Helden im Platzregen: Die Münchner Rock- und Punk-Legende The Comics nach 20 Jahren wieder im Theatron

von Michael Grill

The Comics 2011. Foto: gr.

Die Band The Comics um den später als „Schwabinger Schaumschläger“ bekannt gewordenen Autor Michael Sailer gehört zum Legendenschatz der Münchner Punk- und Rockgeschichte. Ihr historischer Platz ist zwischen Tollwut und Dead City Radio in den späten 80ern. So war es eine zumindest lokale Sensation, als plötzlich ihre Wiedervereinigung für einen Auftritt im Theatron angekündigt wurde – gut 20 Jahre, nachdem sie zuletzt dort auf der Bühne standen.
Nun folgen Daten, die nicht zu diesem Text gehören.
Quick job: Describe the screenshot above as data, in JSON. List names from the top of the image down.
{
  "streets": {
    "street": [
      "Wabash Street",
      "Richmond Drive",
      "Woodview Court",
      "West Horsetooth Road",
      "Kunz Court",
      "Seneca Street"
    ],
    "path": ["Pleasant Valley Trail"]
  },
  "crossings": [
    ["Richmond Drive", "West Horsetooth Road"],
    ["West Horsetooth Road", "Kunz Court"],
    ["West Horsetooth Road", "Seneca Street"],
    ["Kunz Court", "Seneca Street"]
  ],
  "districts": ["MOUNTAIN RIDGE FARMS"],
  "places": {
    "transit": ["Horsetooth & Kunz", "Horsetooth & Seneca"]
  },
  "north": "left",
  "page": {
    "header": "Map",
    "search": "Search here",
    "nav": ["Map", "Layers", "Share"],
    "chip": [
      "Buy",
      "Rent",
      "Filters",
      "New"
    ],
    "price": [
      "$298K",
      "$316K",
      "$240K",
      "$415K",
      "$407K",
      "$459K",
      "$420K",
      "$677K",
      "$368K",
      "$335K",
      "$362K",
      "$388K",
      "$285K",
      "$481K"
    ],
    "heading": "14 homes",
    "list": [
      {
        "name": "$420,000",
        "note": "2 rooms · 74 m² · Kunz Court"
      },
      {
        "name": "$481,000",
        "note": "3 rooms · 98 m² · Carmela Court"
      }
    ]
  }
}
Doch auch die größte Sympathiewelle schützt vor dem Münchner Sommer nicht: Als am Montagabend die auf sechs Musiker erweiterte Band im Olympiapark den Soundcheck entspannt in ein Konzert übergehen ließ, goss es aus so großen Kübeln, als sollte noch in dieser Nacht der Olympiasee über die Ufer treten und die Reste der Münchner Punk-Vergangenheit für alle Zeiten hinwegspülen. Die nahe Imbissbude hatte zwar pünktlich mit dem Konzertbeginn ihren Betrieb und den Ausschank eingestellt, doch wer noch ein Bier ergattert hatte, dessen Glas wurde für den Rest des Abends nicht mehr leer.

The Comics 1990. Foto: Archiv Comics

Sänger und Gitarrist Sailer kommentierte es so: „Bald 30 Jahre lang habe ich mir gewünscht, diese Band selbst mal live sehen zu können, aber heute Abend ist mir der Platz auf der Bühne doch lieber als der im Publikum.“ Es war heldenhaft, wie viele Freunde und Fans der Band im totalen Regen nicht nur ausharrten, sondern feierten und tanzten.

„Back To The Underworld“ eröffnete das gut einstündige Set, David Bowis „Heroes“ schloss es ab. Man erkannte: Die Comics waren und sind eine sehr Münchnerische Mischung aus Stones und Clash, eine rotziges Kind der Punk-Jahre, das trotzdem ganz viele Blues-Licks spuckt. Sie spielten, als wären 20 Jahre gar nichts. Die erweiterte Besetzung tat gut, da sie den Sound nicht nur voller, sondern auch vielfältiger machte. Es war ein nasser und bewegend melancholischer Abend, klar. Aber es blieb auch das schöne Gefühl, dass diese Musik nicht alt wurde und nicht alt werden wird. Auf Wiedersehen in 20 Jahren? Gerne auch früher.

 

Wie auch bei einem früheren Bericht im Kulturvollzug über Michael Sailer als Autor möchten wir auf Folgendes  hinweisen:

Der Autor dieses Textes, Kulturvollzug-Redakteur Michael Grill, glaubt von sich sagen zu dürfen, dass er mit Michael Sailer befreundet ist, und er möchte aus dem hier gegebenen Anlass und aus Gründen der journalistischen Korrektheit auf diesen subjektivierenden Umstand hinweisen.

 

Veröffentlicht am: 17.08.2011

Über den Autor

Michael Grill

Redakteur, Gründer

Michael Grill ist seit 2010 beim Kulturvollzug.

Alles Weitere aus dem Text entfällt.